Surgical trends in the treatment of diseases of the lumbar spine in Utah’s medicare population, 1984 to 1990

David S. Nilasena, Robert J. Vaughn, Motomi Mori, Joseph L. Lyon

Research output: Contribution to journalArticlepeer-review

21 Scopus citations


Chronic low back pain is a major source of disability in this country. The rate of surgical treatment for back disorders varies between small geographic areas in the northeastern United States. A statewide database was utilized to determine rate of surgery for mechanical low back problems in Utah’s Medicare population from 1984 to 1990. The average surgery rate for Medicare en-rollees was 274.7 per 100,000, and the Utah laminectomy and discectomy rates were at least 20% higher than the U.S. average.

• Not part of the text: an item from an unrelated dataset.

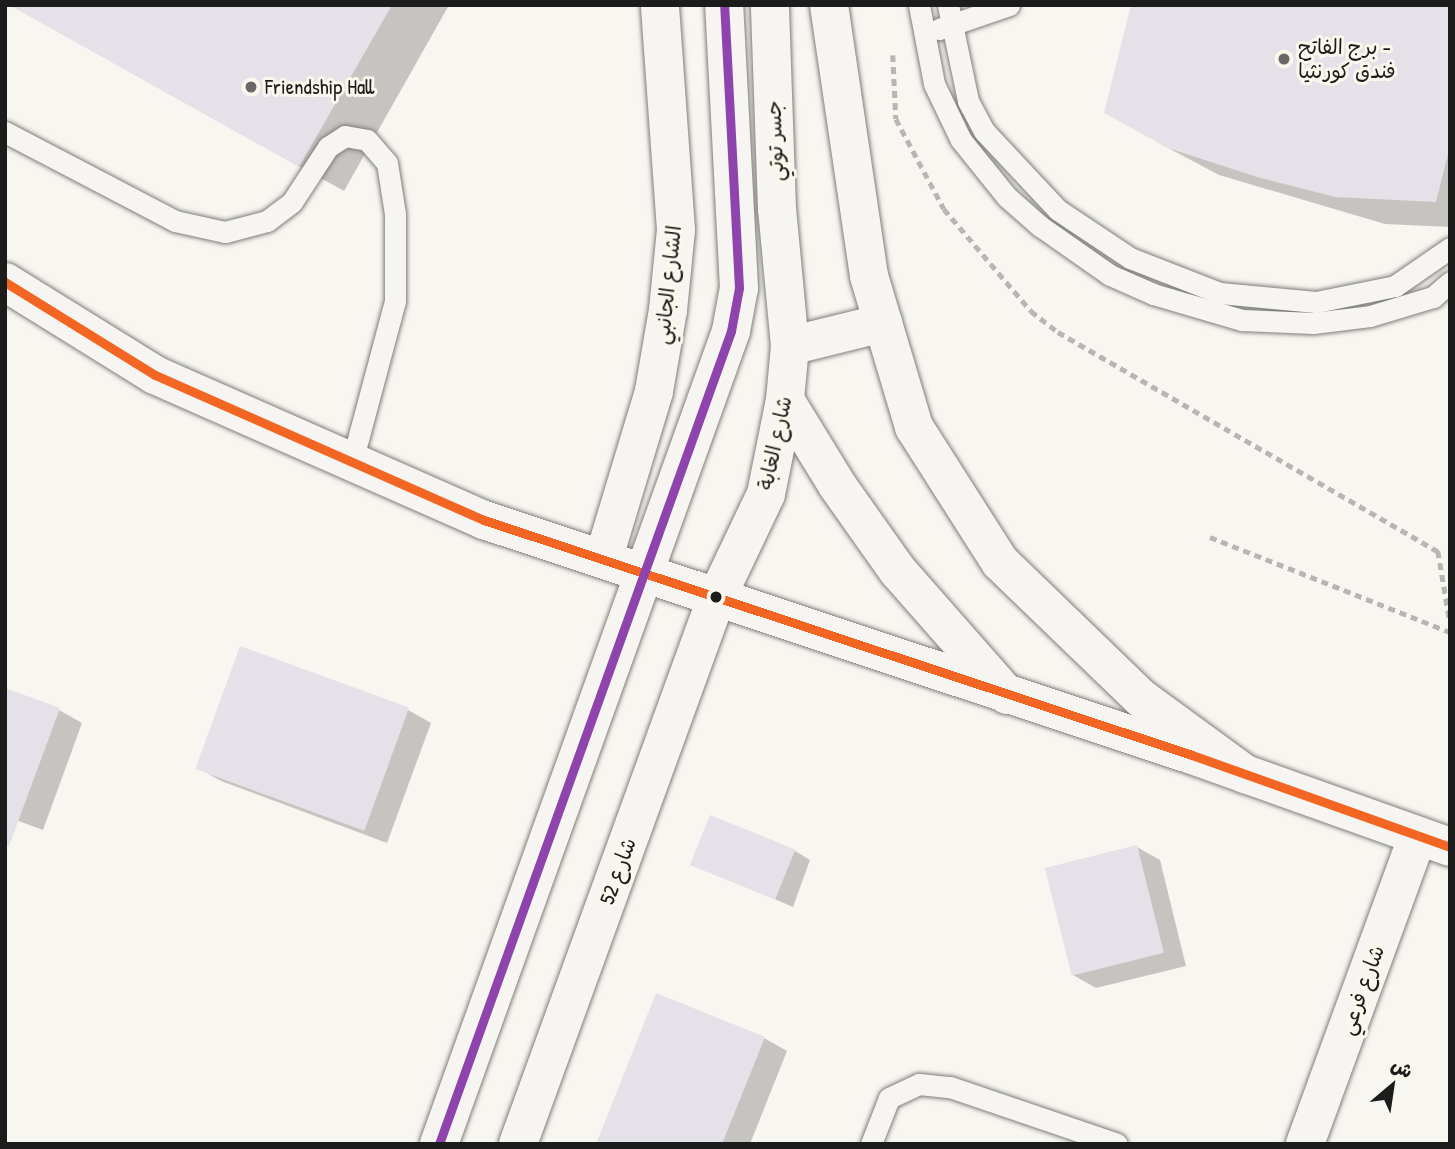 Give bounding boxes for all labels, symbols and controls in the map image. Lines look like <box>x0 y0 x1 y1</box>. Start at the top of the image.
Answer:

Back surgery rates rose by 55% over the study period, primarily because of increasing rates of surgery for spinal stenosis. There was statistically significant variation in surgery rates among regions in the state, with the highest region having a rate 50% greater than the lowest region. Rates of surgery for spinal stenosis had more variation than those for herniated disc surgery. There was no significant correlation between the number of surgeons performing back surgery and the rate of surgery. The variation and increase in back surgery rates in Utah’s Medicare population are likely related to changes in the use of surgery for treatment of spinal stenosis and not to an increase in the number of back surgeons. Further investigation is needed to understand better the reasons for the observed increase in back surgery rates.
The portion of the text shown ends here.